Le trovi sul banco integre o gia eviscerate.
Le prime (da preferire) sono in genere locali, pescate e portate al mercato.
Non vengono pulite per ovvi motivi di peso 

Le seconde, spesso di pezzatura più generosa, arrivano da più lontano e vengono pulite per permetterne una conservazione più lunga.
Rispetto alle nostrane hanno un sapore più tenue sia per la differenza di razza e sia per il maggior tempo post mortem che hanno sul groppone.

Come ultima scelta, ci sono le sole code....sono sempre pescate in altri mari e poi congelate.
Si prendono solo la coda per ottimizzare lo spazio ed il trasporto.
Cosa che la penalizza ulteriormente perchè spina e scarti si usano per insaporire.

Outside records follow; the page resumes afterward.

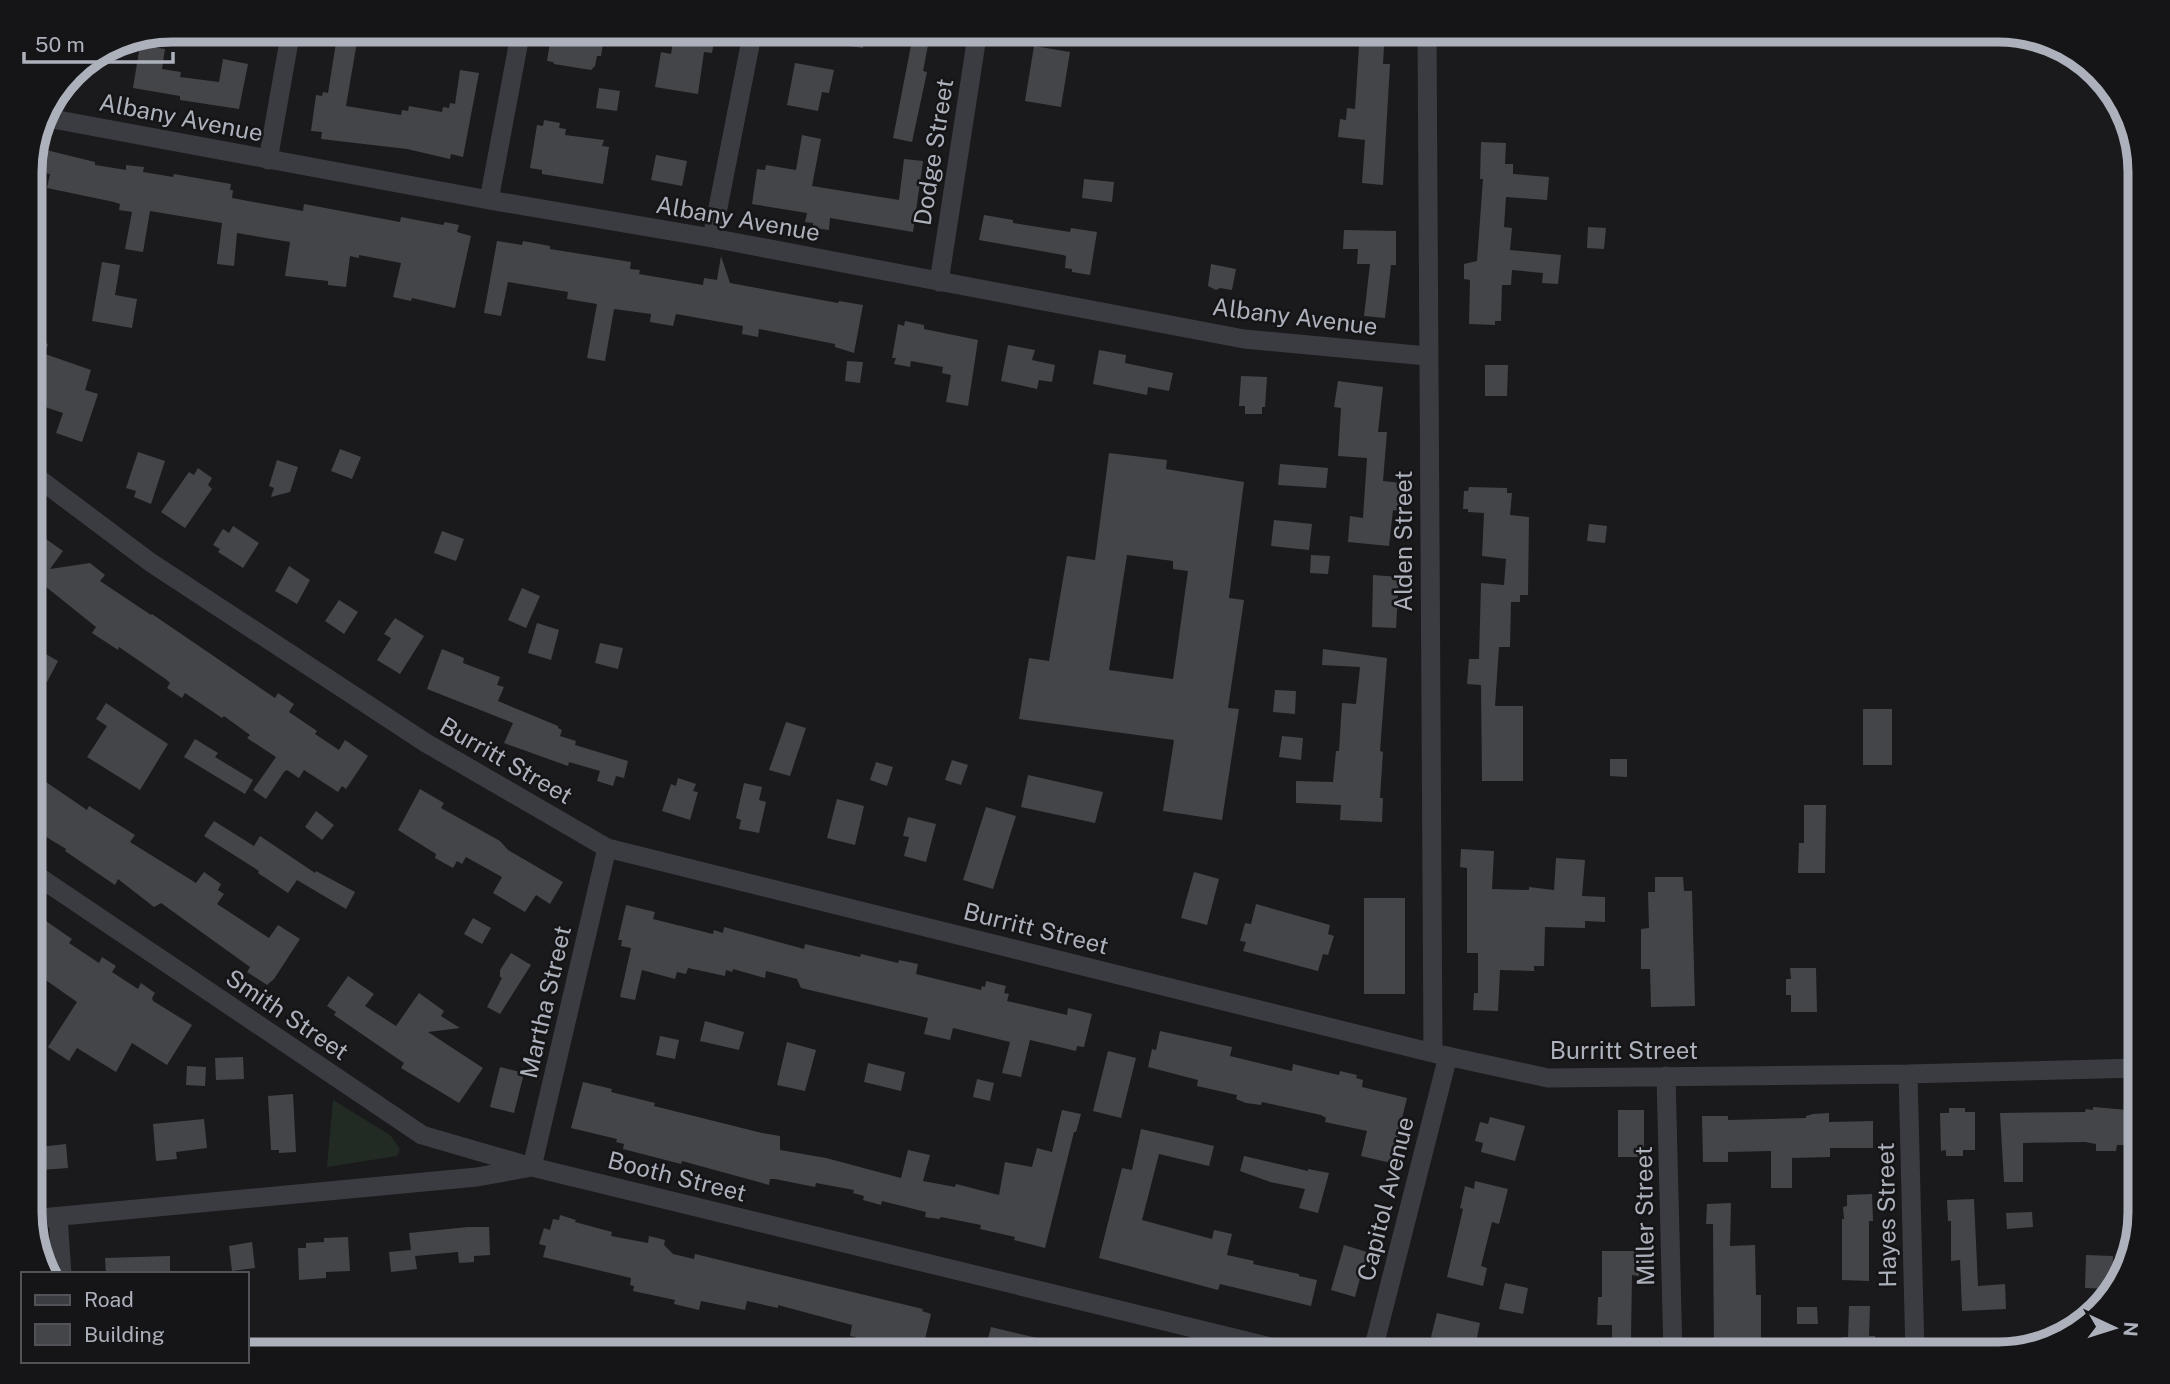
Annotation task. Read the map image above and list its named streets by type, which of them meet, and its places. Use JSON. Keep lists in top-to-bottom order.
{
  "streets": {
    "street": [
      "Albany Avenue",
      "Dodge Street",
      "Alden Street",
      "Burritt Street",
      "Martha Street",
      "Smith Street",
      "Booth Street",
      "Capitol Avenue",
      "Hayes Street",
      "Miller Street"
    ]
  },
  "crossings": [
    ["Albany Avenue", "Dodge Street"],
    ["Albany Avenue", "Alden Street"],
    ["Alden Street", "Burritt Street"],
    ["Alden Street", "Capitol Avenue"],
    ["Burritt Street", "Martha Street"],
    ["Burritt Street", "Capitol Avenue"],
    ["Burritt Street", "Hayes Street"],
    ["Burritt Street", "Miller Street"],
    ["Martha Street", "Smith Street"],
    ["Martha Street", "Booth Street"],
    ["Smith Street", "Booth Street"]
  ],
  "legend": ["Road", "Building"],
  "scale_bar": "50 m",
  "north": "right"
}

A me piace accompagnarlo con una bella falanghina anche se i professori anticonformisti di oggi consigliano dei rossi o rosati.
Per me un rosso non ci sta bene. ma so gusti.
Il rosato non lo prendo proprio in considerazione perchè, codesto liquido, non è vino ma sciacquatura di botte.
e qua, mi dispiace, non so gusti


----------



## Arcistufo (17 Gennaio 2022)

Ulisse ha detto:


> ha un sapore molto particolare.
> *ricorda i crostacei*
> falla con il tubettone o pacchero:
> View attachment 9892


infatti ci viene una catalana della madonna. fidaty.


----------



## Ulisse (17 Gennaio 2022)

Arcistufo ha detto:


> infatti ci viene una catalana della madonna. fidaty.

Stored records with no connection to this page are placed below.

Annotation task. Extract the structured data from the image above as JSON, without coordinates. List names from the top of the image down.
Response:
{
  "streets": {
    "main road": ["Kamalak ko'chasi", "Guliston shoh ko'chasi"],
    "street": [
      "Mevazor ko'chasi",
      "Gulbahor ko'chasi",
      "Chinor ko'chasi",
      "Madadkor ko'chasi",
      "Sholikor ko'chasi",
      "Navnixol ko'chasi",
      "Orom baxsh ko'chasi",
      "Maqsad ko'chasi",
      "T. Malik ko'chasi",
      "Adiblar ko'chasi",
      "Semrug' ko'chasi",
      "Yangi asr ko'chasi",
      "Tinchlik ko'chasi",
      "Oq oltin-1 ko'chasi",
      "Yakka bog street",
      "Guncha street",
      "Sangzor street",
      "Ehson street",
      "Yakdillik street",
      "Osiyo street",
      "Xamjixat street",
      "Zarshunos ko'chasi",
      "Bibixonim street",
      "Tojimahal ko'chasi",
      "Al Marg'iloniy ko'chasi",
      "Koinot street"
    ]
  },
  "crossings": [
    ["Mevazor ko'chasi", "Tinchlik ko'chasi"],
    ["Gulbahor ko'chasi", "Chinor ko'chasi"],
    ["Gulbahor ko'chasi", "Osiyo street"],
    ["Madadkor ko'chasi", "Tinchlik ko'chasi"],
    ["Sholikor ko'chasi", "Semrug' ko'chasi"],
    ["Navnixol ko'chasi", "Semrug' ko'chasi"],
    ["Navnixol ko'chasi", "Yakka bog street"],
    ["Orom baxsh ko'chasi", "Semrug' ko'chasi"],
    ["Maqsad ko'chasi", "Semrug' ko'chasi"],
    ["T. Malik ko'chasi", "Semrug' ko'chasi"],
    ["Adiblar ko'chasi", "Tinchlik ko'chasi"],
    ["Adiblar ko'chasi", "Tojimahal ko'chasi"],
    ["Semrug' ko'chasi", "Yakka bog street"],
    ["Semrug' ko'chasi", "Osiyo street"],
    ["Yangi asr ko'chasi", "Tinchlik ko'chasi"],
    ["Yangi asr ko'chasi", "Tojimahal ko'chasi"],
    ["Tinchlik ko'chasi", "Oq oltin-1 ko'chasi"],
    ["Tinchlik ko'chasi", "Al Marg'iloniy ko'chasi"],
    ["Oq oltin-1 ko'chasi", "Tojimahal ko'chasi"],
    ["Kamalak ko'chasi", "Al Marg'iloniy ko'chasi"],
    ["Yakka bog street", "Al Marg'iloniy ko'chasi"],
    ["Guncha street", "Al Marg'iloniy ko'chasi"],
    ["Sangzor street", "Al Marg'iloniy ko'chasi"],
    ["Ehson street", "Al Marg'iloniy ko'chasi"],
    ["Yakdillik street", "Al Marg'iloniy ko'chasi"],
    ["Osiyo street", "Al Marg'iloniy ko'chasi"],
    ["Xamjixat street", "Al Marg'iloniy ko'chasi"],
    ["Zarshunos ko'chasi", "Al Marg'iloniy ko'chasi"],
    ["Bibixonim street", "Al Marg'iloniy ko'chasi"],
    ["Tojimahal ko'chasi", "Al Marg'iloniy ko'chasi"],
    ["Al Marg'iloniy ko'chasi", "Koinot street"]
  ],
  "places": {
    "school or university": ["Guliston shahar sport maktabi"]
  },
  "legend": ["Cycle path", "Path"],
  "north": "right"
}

a leggere te e cercare la ricetta per Ginevra mi è venuta una fame....ed una sete...


----------



## Arcistufo (17 Gennaio 2022)

ologramma ha detto:


> etta io mangiavo pesce anche dentro la pancia di mia madre , sono venuto su mangiandolo due volte alla settimana , cosa che faccio anche ora  , ho visto mangiarlo crudo la  prima volta in puglia anni e anni fa  , mai desiderato farlo .
> Ammiro chi lo fa ama io e mia moglie abbiamo la stessa passione , ma vuoi mettere una bella frittura di paranza?


Male. Il pesce crudo è una cosa fantastica. Io in puglia crude pure le cozze. Anche se te la rischi.


----------



## Arcistufo (17 Gennaio 2022)

Brunetta ha detto:


> Ma, se una cosa disgusta, non vedo perché forzarsi.


Giusto, quando smetti di scrivere?


----------



## Ulisse (17 Gennaio 2022)

Arcistufo ha detto:


> Male. Il pesce crudo è una cosa fantastica. Io in puglia crude pure le cozze. Anche se te la rischi.


ehhhhhh
con la cozza te la rischi un po dappertutto.
in Puglia, accompagnato dal mio Virgilio indigeno, ne ho mangiate tante di quelle pelose.
insieme a tante altre cose tutte rigorosamente crude.


----------



## Ginevra65 (17 Gennaio 2022)

Ulisse ha detto:


> al forno mai mangiata
> 
> una buona ricetta è questa:
> 
> ...


Proverò, grazie


----------



## Andromeda4 (17 Gennaio 2022)

Arcistufo ha detto:


> Male. Il pesce crudo è una cosa fantastica. Io in puglia crude pure le cozze. Anche se te la rischi.


Le cozze crude a Bari non le ho mai mangiate, erano gli anni in cui si prendeva il tifo solo a guardarle... ma ostriche, ricci e allievi sì, sempre.


----------



## Arcistufo (17 Gennaio 2022)

Andromeda4 ha detto:


> Le cozze crude a Bari non le ho mai mangiate, erano gli anni in cui si prendeva il tifo solo a guardarle... ma ostriche, ricci e allievi sì, sempre.


Cozze crude a Gallipoli.
Allievi sarebbero?


----------



## Andromeda4 (18 Gennaio 2022)

Arcistufo ha detto:


> Cozze crude a Gallipoli.
> Allievi sarebbero?


Sono seppioline, giovani, per questo li chiamano allievi. "Aleve" in dialetto. Ottimi, solo con il limone.


----------



## ologramma (18 Gennaio 2022)

Arcistufo ha detto:


> Male. Il pesce crudo è una cosa fantastica. Io in puglia crude pure le cozze. Anche se te la rischi.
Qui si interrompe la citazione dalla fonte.